Options: The scheme will have 2 plans: (Both the plans will have separate portfolio)

1. Wealth Creation Plan

2. Income Generation Plan

 

The above plans will have Growth Plan & Dividend Plans respectively as specified below:

• Growth Plan: Growth Option & Bonus Option

• Dividend Plan: Dividend Payout Option & Dividend Reinvestment Option

 

Lock - in Period: 5 years in the scheme from the date of allotment of units. (Note: 5 years lock in period is in respect to the scheme and not in respect to Wealth Creation Plan or Income Generation Plan. Auto transfer from Wealth Creation Plan to Income Generation Plan is applicable during 5 year lock - in period).

 

Asset Allocation: Wealth Creation Plan shall invest 65% to 100% of assets in equities and equity related securities with medium to high risk profile. On the other side it would allocate upto 35% of assets in debt and money market securities with low to medium risk profile.

 

Income Generation Plan shall invest 5% to 30% of assets in equities and equity related securities with medium to high risk profile. On the other side it would allocate upto 70% to 95% of assets in debt and money market securities with low to medium risk profile.

 

Benchmark: Wealth Creation Plan : BSE 100

 

Income Generation Plan : Crisil MIP Blended Index

 

Loads:

Entry load: Not applicable

Exit load:

1% if redeemed/switched out (other than Auto Transfer) before attainment of 60 years of age.
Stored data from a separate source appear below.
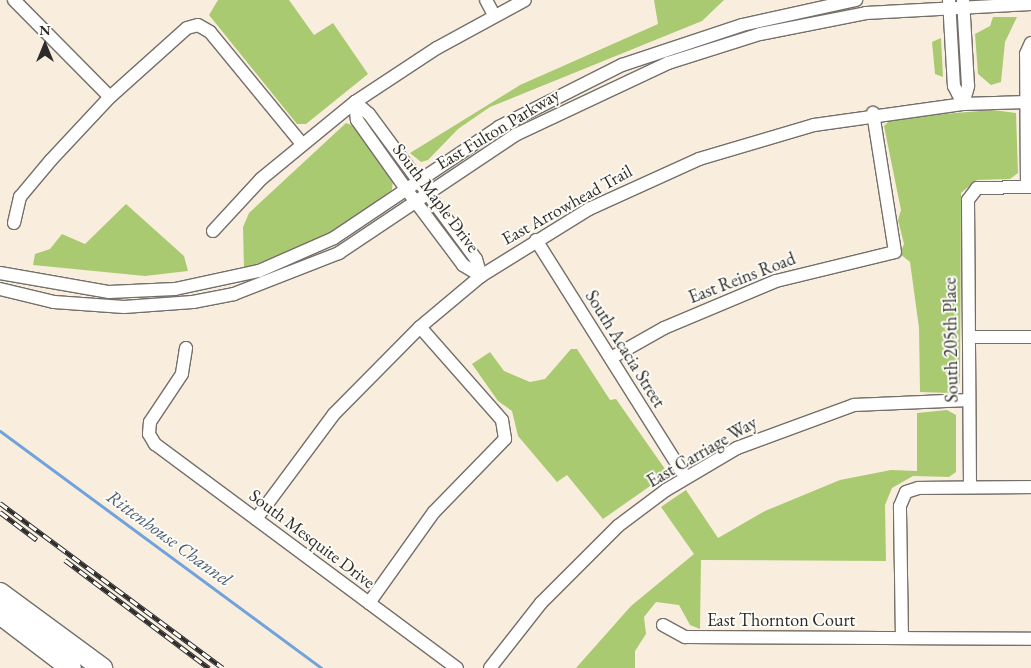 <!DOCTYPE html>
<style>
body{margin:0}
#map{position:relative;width:1031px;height:668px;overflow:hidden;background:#f9eede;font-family:"EB Garamond",serif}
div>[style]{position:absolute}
.green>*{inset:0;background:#aaca72}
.stream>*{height:3px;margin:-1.5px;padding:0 1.5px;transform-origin:1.5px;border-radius:1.5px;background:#70a3dc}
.roads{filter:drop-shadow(1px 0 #736f6a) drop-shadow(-1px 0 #736f6a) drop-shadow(0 1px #736f6a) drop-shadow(0 -1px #736f6a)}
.street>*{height:12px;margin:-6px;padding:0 6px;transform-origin:6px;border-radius:6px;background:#fff}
.primary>*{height:20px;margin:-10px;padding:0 10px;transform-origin:10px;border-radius:10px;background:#fff}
.rail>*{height:5px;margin-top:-2.5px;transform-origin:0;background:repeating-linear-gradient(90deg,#fdfcf7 0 9px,#2b2b2b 0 18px);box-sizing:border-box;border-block:1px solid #2b2b2b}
span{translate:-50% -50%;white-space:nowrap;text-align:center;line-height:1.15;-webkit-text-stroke:4px #fdfcf7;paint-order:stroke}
.street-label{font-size:18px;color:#2b2b2b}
.water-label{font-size:19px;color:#475b72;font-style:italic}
.north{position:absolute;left:20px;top:20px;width:50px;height:50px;-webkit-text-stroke:4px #fdfcf7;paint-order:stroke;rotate:0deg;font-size:14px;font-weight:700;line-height:20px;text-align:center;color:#2b2b2b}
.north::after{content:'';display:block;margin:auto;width:18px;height:22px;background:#2b2b2b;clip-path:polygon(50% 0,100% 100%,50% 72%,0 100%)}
</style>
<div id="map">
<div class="green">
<div style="clip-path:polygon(218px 0,289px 0,314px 35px,333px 23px,368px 74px,306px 124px,297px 124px,209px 15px)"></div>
<div style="clip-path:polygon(654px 0,724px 0,702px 21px,490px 107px,458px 129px,428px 160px,421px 162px,410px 153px,520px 85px,658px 24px)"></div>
<div style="clip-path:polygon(993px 17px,1017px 17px,1005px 42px,1001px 82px,991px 85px,978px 74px,975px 34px,990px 26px)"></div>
<div style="clip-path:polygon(941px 38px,943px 77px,935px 74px,932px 42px)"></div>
<div style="clip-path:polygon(993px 110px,1016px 113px,1018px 173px,1010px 179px,977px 180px,961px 193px,960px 383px,949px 393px,920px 392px,919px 328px,910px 262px,900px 254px,904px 244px,898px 220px,901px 210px,884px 126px,892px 118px)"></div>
<div style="clip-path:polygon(346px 123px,356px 127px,393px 179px,392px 190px,327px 236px,244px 269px,243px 227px,249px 213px)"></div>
<div style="clip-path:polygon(126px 204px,184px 256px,188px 271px,145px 276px,33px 265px,35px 254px,50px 249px,62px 234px,85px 244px)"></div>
<div style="clip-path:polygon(571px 349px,577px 349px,610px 400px,616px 399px,665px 469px,663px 477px,603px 519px,567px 475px,557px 482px,518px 436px,512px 411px,498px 401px,472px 364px,490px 352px,504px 371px,530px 382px,545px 379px)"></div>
<div style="clip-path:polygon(947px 410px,956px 415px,956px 472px,949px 477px,913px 476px,892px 488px,885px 505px,886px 561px,701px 560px,700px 629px,690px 625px,679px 605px,656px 602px,644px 617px,646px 634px,635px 651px,635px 668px,576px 668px,631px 606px,694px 554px,661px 507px,671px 500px,686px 490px,718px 538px,765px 511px,840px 480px,891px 470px,917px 471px,917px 413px)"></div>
</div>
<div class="stream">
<div style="left:0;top:431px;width:400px;rotate:36.4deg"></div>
</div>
<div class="roads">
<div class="street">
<div style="left:14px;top:0;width:136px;rotate:45.3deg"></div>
<div style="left:486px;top:0;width:17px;rotate:62deg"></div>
<div style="left:949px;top:0;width:86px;rotate:86.7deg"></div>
<div style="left:954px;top:86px;width:20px;rotate:63deg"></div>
<div style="left:355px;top:102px;width:18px;rotate:84deg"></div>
<div style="left:357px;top:120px;width:85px;rotate:54.6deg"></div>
<div style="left:406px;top:189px;width:95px;rotate:53.1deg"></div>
<div style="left:463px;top:265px;width:21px;rotate:31deg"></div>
<div style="left:355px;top:102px;width:18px;rotate:41deg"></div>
<div style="left:369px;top:114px;width:180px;rotate:53.6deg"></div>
<div style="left:476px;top:259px;width:18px;rotate:74deg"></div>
<div style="left:963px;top:104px;width:19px;rotate:-74deg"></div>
<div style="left:968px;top:86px;width:86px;rotate:-93.3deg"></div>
<div style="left:1027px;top:187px;width:133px;rotate:-90.4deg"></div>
<div style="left:1026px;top:54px;width:12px;rotate:-66deg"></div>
<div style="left:14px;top:223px;width:27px;rotate:-77deg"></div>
<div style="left:20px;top:197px;width:48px;rotate:-50deg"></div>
<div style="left:51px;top:160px;width:86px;rotate:-46.9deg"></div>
<div style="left:110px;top:97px;width:103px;rotate:-41.9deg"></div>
<div style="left:187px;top:28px;width:11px;rotate:-15deg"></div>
<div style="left:198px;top:25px;width:14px;rotate:30deg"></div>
<div style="left:210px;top:32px;width:145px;rotate:50.6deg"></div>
<div style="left:213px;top:231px;width:71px;rotate:-47.3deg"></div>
<div style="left:261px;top:179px;width:122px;rotate:-39.3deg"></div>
<div style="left:355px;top:102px;width:98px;rotate:-33.4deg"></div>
<div style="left:437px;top:48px;width:100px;rotate:-28.6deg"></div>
<div style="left:536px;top:240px;width:280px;rotate:57.8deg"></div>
<div style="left:0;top:273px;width:111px;rotate:9.9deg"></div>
<div style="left:109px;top:292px;width:66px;rotate:-2.6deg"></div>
<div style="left:175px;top:289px;width:86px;rotate:-12.1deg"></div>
<div style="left:259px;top:271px;width:82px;rotate:-23.7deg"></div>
<div style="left:334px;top:238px;width:199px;rotate:-33.9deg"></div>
<div style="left:499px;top:127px;width:138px;rotate:-26.8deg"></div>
<div style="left:622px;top:65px;width:126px;rotate:-18.4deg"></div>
<div style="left:742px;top:25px;width:117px;rotate:-12.4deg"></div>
<div style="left:0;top:289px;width:56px;rotate:13.5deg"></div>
<div style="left:54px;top:302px;width:70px;rotate:4.1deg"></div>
<div style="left:124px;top:307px;width:69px;rotate:-4.1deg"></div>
<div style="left:193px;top:302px;width:42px;rotate:-11deg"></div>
<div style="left:234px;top:294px;width:113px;rotate:-21.3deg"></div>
<div style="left:339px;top:253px;width:212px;rotate:-33.8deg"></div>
<div style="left:515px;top:135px;width:169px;rotate:-25.2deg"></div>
<div style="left:668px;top:63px;width:96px;rotate:-17.5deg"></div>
<div style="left:760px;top:34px;width:108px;rotate:-11.2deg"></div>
<div style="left:866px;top:13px;width:165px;rotate:-3.1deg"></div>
<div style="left:969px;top:337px;width:62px"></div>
<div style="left:186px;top:348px;width:26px;rotate:99deg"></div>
<div style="left:182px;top:374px;width:58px;rotate:123.7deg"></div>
<div style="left:150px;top:422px;width:12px;rotate:95deg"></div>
<div style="left:149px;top:434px;width:12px;rotate:59deg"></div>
<div style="left:155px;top:444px;width:376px;rotate:36.6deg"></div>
<div style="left:611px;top:358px;width:61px;rotate:-29.5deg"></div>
<div style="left:664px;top:328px;width:121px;rotate:-22.8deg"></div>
<div style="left:776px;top:281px;width:122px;rotate:-13.7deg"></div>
<div style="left:895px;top:252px;width:141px;rotate:-99deg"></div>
<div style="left:970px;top:487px;width:287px;rotate:-90.4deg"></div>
<div style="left:968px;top:200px;width:15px;rotate:-53deg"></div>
<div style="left:977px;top:188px;width:54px;rotate:-1.1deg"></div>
<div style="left:256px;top:519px;width:131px;rotate:-53.4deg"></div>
<div style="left:334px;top:414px;width:122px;rotate:-45.3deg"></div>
<div style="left:420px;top:327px;width:80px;rotate:-39.9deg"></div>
<div style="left:481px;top:276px;width:127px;rotate:-31.8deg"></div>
<div style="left:589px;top:209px;width:121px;rotate:-24.4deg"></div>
<div style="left:699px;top:159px;width:120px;rotate:-16.5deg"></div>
<div style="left:814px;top:125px;width:150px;rotate:-8deg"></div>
<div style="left:963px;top:104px;width:64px;rotate:-1.8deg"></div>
<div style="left:369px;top:603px;width:112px;rotate:-54.5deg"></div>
<div style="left:434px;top:512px;width:102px;rotate:-45.8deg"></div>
<div style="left:505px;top:439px;width:19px;rotate:-99deg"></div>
<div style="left:502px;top:420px;width:124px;rotate:-131.4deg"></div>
<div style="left:663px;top:625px;width:25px;rotate:29deg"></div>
<div style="left:685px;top:637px;width:346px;rotate:0.3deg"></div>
<div style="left:902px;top:638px;width:132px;rotate:-90.9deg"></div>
<div style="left:900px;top:506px;width:15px;rotate:-67deg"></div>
<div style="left:906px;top:492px;width:13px;rotate:-18deg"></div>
<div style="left:918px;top:488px;width:113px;rotate:-0.5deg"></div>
<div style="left:490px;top:668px;width:83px;rotate:-51.9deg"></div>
<div style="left:541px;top:603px;width:109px;rotate:-45deg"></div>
<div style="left:618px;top:526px;width:60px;rotate:-36.9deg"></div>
<div style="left:666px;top:490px;width:82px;rotate:-30.6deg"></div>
<div style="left:737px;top:448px;width:125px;rotate:-20.2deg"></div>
<div style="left:854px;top:405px;width:115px;rotate:-2.5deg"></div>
</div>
<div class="primary">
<div style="left:0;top:593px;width:127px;rotate:36.3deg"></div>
<div style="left:0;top:614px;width:89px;rotate:37.3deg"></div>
</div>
</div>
<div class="rail">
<div style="left:0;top:503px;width:277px;rotate:36.5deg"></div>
<div style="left:0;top:512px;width:46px;rotate:37.1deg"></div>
<div style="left:65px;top:560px;width:180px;rotate:36.9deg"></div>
</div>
<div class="street-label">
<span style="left:498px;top:129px;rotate:-31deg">East Fulton Parkway</span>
<span style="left:436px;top:198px;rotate:53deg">South Maple Drive</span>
<span style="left:567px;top:205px;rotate:-29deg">East Arrowhead Trail</span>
<span style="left:742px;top:278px;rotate:-21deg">East Reins Road</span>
<span style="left:951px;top:340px;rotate:-91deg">South 205th Place</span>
<span style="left:625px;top:349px;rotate:58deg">South Acacia Street</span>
<span style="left:702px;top:452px;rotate:-30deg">East Carriage Way</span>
<span style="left:312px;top:539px;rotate:37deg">South Mesquite Drive</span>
<span style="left:781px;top:620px">East Thornton Court</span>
</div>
<div class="water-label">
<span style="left:169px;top:538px;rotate:36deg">Rittenhouse Channel</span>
</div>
<div class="north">N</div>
</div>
Nil in case of Auto Transfer from Wealth Creation Plan to Income Generation Plan.

Nil in case of Auto SWP/Redemption/Switch out (other than Auto Transfer) on or after attainment of 60 years of age or after completion of 5 year lock in period, whichever is later.

 

Minimum Application Amount:

For Lumpsum: Rs.5, 000 & in multiples of Re.500 thereafter

For SIP:i. Monthly Frequency: Rs. 500 & in multiples of Re. 500 thereafter

ii. Quarterly Frequency: Rs. 1,500 & in multiples of Re. 500 thereafter

iii. Annual Frequency: Rs. 5,000 & in multiples of Re. 500 thereafter

 

Minimum Target Amount: Rs. Twenty crore

Fund Manager: The scheme will be managed by Sanjay Parekh, Anju Chajjer and Jahnvee Shah (fund Manager - Overseas Investments).